Work to be completed: Transcribe the following entries letter for letter, without the pictures.

Material supplied:
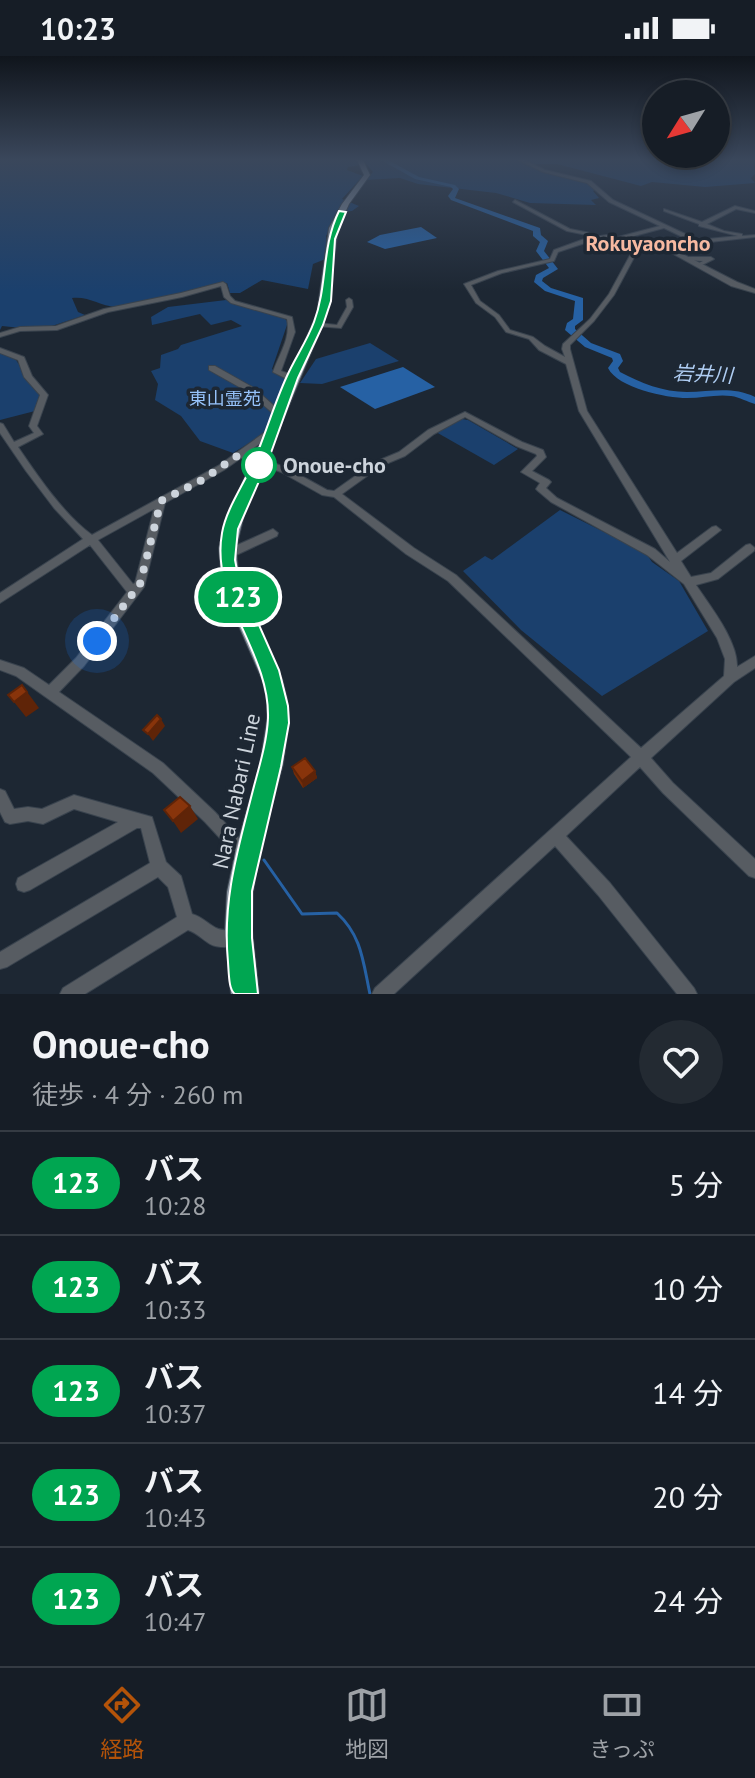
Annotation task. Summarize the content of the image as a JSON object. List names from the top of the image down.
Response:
{
  "streets": {
    "main road": ["Nara Nabari Line"]
  },
  "districts": ["Rokuyaoncho"],
  "water": ["岩井川"],
  "parks": ["東山霊苑"],
  "places": ["Onoue-cho"],
  "lines": ["bus line 123"],
  "north": "bottom left",
  "page": {
    "status": "10:23",
    "on_map": "123",
    "heading": ["Onoue-cho", "徒歩 · 4 分 · 260 m"],
    "list": [
      {
        "mark": "123",
        "name": "バス",
        "note": "10:28",
        "value": "5 分"
      },
      {
        "mark": "123",
        "name": "バス",
        "note": "10:33",
        "value": "10 分"
      },
      {
        "mark": "123",
        "name": "バス",
        "note": "10:37",
        "value": "14 分"
      },
      {
        "mark": "123",
        "name": "バス",
        "note": "10:43",
        "value": "20 分"
      },
      {
        "mark": "123",
        "name": "バス",
        "note": "10:47",
        "value": "24 分"
      }
    ],
    "tabs": ["経路", "地図", "きっぷ"]
  }
}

Exercise output:
Annotation task. Summarize the content of the image as a JSON object. List names from the top of the image down.
Response:
{
  "streets": {
    "main road": ["Nara Nabari Line"]
  },
  "districts": ["Rokuyaoncho"],
  "water": ["岩井川"],
  "parks": ["東山霊苑"],
  "places": ["Onoue-cho"],
  "lines": ["bus line 123"],
  "north": "bottom left",
  "page": {
    "status": "10:23",
    "on_map": "123",
    "heading": ["Onoue-cho", "徒歩 · 4 分 · 260 m"],
    "list": [
      {
        "mark": "123",
        "name": "バス",
        "note": "10:28",
        "value": "5 分"
      },
      {
        "mark": "123",
        "name": "バス",
        "note": "10:33",
        "value": "10 分"
      },
      {
        "mark": "123",
        "name": "バス",
        "note": "10:37",
        "value": "14 分"
      },
      {
        "mark": "123",
        "name": "バス",
        "note": "10:43",
        "value": "20 分"
      },
      {
        "mark": "123",
        "name": "バス",
        "note": "10:47",
        "value": "24 分"
      }
    ],
    "tabs": ["経路", "地図", "きっぷ"]
  }
}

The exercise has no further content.